そして俺の方を振り向き、「やられてばかりで悔しくないのか!見かえしてやれ!俺は踵をかえすから!」と言うと、赤いニッポンレンタカーのジャンパーをなびかせ、踵を返して帰って行った・・・
俺はその時、生まれて始めて、他人からでっかい優しさを感じた。当時俺が11歳、気持ち悪いパパパンダが48歳の頃の話だ。
それから俺と気持ち悪いパパパンダは「幼なじみ」という設定で、今でも大親友だ。今日もニッポンレンタカーのバイトを終えて駆けつけてくれた気持ち悪いパパパンダは「あー、眠い!もう寝かせてくれ!ボジョレ・ヌーボくらい寝かせてくれ!」と言いつつも真剣に相談に乗ってくれ、いい案が2つ出た。一つ目は、俺がシュートを決めた瞬間、いつもは決めゼリフで「伊達や酔狂で被るは般若の面!」と叫ぶのだが、そこの部分を「結婚しよう!」に変えて、プロポーズをする。

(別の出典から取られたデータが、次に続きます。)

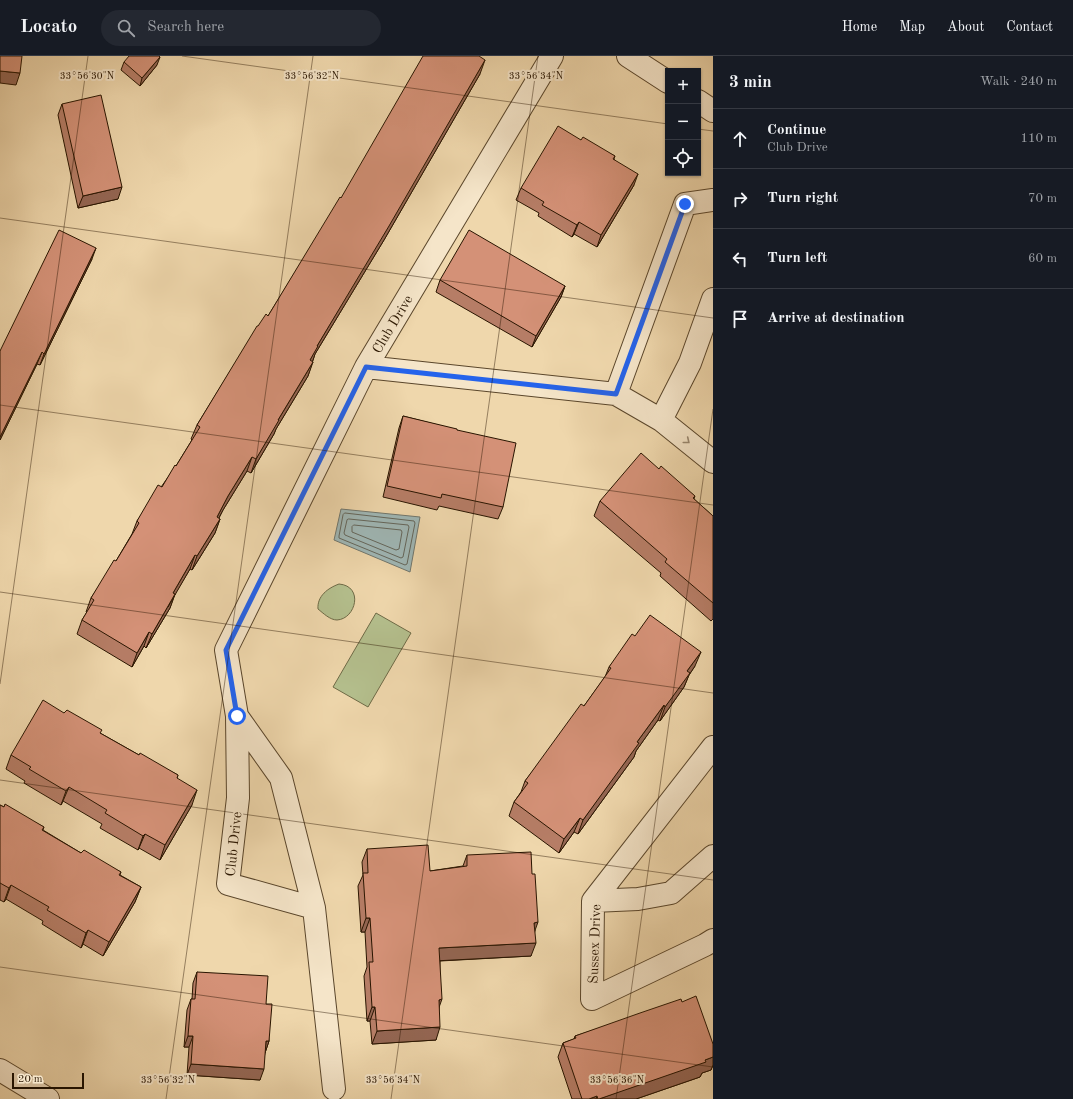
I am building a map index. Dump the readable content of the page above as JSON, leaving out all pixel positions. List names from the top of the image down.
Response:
{
  "streets": {
    "street": ["Club Drive", "Sussex Drive"]
  },
  "scale_bar": "20 m",
  "page": {
    "header": "Locato",
    "search": "Search here",
    "nav": [
      "Home",
      "Map",
      "About",
      "Contact"
    ],
    "heading": ["3 min", "Walk · 240 m"],
    "map_buttons": ["+", "−"],
    "list": [
      ["Continue", "Club Drive", "110 m"],
      ["Turn right", "70 m"],
      ["Turn left", "60 m"],
      "Arrive at destination"
    ],
    "scale": "20 m"
  },
  "coordinates": [
    "33°56'30\"N",
    "33°56'32\"N",
    "33°56'34\"N",
    "33°56'36\"N"
  ]
}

二つ目は、彼女を体育館の裏に呼び出し、指輪をあげてプロポーズするかと思いきや、その指輪をメリケンサックのように指にはめ、彼女をボコボコにシバき倒し、「チャッチャラー」という音と共に赤いヘルメットを被り「ドッキリ大成功!」と書かれた看板を持った気持ち悪いパパパンダが出てくる。
というものだ。
どちらも捨てがたいので悩みに悩んだが結果、一つ目の案を採用する事になった。ゴールを必ず決めないといけないという不安要素はいなめないが、成功した時の効果はかなり大きいだろう。他にも、いつの間にか議論に参加していた気持ち悪いパパパンダの一番弟子、マンドリルから「ムーニーマンよりマミーポコなんじゃないか?」という意見も出たが、残念ながらそれは却下する事にした。その後、マンドリルの姿を見た者はいない。
それから数日後、ワールドカップ出場のためドイツへ向かう日の朝、俺は彼女の元へと向かった。大事な約束をする為に。